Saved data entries

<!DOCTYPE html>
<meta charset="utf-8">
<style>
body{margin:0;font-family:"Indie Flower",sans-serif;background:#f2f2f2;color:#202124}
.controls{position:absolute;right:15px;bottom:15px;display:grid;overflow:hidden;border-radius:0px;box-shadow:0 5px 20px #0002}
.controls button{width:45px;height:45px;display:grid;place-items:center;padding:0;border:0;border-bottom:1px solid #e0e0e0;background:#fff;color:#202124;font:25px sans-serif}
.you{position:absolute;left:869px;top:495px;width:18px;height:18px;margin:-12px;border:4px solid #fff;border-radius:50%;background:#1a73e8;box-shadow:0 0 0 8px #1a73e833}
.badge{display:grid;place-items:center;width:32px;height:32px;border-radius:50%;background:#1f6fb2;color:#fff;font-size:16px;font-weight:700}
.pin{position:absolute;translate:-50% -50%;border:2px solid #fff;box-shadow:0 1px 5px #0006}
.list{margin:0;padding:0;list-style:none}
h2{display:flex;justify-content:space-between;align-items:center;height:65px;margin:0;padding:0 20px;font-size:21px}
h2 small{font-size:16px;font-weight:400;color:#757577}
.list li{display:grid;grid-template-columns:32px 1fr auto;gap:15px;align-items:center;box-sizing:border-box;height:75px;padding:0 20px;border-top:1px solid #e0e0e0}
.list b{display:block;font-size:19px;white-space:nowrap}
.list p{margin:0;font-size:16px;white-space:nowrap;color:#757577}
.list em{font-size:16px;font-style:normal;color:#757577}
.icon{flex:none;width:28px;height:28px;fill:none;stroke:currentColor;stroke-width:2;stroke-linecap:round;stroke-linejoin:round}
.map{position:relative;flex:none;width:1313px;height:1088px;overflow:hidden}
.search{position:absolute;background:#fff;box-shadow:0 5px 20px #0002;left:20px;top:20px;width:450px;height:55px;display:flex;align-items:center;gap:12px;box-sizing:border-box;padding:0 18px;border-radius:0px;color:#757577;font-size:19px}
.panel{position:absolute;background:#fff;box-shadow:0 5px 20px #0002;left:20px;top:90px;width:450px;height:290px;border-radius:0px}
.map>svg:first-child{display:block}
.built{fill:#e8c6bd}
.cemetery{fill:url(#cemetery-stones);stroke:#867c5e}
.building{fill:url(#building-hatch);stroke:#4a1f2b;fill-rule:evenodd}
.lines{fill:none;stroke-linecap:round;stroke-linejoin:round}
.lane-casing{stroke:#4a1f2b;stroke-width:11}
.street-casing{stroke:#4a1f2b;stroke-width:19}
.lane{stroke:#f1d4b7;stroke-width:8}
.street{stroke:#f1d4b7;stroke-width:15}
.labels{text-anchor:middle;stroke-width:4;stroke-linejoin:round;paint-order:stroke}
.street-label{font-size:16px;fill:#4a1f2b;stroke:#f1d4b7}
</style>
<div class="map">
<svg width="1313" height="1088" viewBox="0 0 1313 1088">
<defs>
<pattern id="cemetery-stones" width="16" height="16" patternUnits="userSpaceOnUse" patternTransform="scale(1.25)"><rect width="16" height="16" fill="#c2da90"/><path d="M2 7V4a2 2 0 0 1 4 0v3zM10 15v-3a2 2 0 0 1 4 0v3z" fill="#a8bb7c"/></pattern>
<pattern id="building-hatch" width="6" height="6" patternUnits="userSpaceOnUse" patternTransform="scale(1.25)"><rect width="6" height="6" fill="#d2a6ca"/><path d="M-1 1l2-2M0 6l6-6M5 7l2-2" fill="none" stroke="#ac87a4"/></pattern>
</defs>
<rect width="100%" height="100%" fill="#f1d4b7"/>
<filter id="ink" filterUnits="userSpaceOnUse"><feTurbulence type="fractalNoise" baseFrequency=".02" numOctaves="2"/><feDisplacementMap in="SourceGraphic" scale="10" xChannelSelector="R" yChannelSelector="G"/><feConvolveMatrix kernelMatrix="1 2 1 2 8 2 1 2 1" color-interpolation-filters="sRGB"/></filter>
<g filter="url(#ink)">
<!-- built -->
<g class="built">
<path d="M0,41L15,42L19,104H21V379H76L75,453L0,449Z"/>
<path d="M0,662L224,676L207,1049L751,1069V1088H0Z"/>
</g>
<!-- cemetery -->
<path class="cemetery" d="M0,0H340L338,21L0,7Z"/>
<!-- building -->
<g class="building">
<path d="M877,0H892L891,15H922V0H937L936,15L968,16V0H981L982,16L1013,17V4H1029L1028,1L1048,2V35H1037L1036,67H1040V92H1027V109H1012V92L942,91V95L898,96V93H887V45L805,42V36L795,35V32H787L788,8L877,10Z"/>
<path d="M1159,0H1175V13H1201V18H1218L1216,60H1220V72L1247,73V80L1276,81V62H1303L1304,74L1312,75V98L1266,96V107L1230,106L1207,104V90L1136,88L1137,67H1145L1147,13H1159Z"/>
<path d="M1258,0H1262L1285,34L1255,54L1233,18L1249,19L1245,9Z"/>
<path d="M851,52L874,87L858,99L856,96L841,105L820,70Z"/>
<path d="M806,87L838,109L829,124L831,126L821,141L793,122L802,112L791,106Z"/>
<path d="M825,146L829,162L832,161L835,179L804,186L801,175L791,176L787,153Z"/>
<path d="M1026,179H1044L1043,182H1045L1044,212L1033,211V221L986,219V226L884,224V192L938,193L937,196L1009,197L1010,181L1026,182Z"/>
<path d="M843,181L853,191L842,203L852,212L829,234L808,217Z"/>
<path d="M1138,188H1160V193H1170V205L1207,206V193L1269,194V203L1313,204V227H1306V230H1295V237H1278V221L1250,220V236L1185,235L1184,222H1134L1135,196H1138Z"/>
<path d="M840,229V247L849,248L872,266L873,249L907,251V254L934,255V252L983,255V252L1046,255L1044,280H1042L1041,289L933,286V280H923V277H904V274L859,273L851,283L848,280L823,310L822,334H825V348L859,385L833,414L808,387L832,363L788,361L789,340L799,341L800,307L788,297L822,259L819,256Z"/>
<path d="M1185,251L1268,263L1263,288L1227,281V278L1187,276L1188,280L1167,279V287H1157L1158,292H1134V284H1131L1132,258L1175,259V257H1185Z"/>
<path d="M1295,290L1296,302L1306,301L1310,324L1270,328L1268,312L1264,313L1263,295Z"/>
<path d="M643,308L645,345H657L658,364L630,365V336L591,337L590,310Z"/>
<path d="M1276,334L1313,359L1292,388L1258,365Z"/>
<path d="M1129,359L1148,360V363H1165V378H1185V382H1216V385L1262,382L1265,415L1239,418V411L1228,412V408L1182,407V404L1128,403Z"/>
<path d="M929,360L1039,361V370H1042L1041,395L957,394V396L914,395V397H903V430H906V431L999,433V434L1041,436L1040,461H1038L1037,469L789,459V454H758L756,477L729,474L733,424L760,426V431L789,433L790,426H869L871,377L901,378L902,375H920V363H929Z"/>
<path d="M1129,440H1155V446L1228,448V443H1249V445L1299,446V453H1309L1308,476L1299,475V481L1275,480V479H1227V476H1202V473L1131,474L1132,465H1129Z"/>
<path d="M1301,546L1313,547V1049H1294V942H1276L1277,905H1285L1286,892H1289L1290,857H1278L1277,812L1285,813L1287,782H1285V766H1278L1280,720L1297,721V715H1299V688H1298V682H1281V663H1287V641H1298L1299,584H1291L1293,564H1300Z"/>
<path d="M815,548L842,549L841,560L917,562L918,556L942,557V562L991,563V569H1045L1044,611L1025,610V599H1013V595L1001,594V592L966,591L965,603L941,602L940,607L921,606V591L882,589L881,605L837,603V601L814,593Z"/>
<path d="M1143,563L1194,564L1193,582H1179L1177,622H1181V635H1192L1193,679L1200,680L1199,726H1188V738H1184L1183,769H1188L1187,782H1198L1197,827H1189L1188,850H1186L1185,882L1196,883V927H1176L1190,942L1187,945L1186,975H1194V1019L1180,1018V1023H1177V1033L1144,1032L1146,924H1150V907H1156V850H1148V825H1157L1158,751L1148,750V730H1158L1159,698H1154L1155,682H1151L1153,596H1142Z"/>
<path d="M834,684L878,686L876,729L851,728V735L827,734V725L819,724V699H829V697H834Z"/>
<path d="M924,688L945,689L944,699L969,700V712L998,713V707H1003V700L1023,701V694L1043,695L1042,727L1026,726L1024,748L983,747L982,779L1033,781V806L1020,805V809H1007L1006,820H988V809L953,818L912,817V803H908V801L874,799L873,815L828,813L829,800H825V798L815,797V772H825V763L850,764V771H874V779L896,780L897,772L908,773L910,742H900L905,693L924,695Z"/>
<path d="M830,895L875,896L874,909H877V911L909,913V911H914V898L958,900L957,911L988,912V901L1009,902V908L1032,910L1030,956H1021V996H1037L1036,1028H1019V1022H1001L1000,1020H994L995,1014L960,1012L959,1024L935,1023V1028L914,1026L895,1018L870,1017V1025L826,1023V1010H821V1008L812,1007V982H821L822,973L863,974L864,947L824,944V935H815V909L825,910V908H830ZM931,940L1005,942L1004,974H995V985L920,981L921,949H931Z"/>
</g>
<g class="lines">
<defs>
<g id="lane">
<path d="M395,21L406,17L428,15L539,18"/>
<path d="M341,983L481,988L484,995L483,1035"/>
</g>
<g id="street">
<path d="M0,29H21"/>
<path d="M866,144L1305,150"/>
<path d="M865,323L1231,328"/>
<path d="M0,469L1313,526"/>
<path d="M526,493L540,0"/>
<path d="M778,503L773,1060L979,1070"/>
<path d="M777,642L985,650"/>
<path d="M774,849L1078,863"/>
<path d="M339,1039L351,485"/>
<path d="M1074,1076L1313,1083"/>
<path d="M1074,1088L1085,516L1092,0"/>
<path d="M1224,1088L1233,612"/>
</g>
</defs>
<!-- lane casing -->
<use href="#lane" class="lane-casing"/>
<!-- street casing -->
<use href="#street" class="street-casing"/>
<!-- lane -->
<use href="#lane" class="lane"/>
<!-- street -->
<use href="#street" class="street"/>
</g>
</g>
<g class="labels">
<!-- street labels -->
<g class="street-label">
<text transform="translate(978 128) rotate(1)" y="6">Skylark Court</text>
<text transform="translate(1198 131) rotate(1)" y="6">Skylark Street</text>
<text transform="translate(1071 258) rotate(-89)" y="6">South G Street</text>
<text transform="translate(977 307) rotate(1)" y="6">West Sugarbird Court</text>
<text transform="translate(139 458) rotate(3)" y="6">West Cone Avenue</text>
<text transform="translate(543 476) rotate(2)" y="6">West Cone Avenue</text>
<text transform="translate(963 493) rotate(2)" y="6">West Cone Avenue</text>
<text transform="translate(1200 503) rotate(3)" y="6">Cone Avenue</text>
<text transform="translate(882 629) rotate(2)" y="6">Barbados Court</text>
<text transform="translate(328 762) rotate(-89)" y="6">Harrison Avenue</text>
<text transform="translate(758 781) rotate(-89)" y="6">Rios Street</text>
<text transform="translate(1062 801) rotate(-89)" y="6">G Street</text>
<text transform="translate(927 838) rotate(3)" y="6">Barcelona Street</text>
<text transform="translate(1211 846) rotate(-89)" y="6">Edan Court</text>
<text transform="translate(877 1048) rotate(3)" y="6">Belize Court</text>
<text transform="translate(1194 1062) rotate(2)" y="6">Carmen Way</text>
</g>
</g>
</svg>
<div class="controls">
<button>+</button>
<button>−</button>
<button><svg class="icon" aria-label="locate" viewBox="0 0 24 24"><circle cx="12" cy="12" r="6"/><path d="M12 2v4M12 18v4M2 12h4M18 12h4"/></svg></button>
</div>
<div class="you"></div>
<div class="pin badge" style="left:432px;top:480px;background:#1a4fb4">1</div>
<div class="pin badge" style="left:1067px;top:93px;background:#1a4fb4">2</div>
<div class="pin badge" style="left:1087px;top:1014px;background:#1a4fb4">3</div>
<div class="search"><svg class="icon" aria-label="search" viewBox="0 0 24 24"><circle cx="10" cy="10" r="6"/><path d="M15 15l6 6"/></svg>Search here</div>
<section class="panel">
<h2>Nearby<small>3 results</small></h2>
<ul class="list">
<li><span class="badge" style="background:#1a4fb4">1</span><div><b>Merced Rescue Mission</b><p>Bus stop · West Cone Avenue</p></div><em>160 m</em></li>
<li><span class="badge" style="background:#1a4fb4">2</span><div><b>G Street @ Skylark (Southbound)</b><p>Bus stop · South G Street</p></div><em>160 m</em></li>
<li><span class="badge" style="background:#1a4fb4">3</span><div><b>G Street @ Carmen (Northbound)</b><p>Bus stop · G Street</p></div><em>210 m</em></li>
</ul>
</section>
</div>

(Work instruction) The expected output is each line of the records above that includes the word "lines".

(The completed task)
.lines{fill:none;stroke-linecap:round;stroke-linejoin:round}
<g class="lines">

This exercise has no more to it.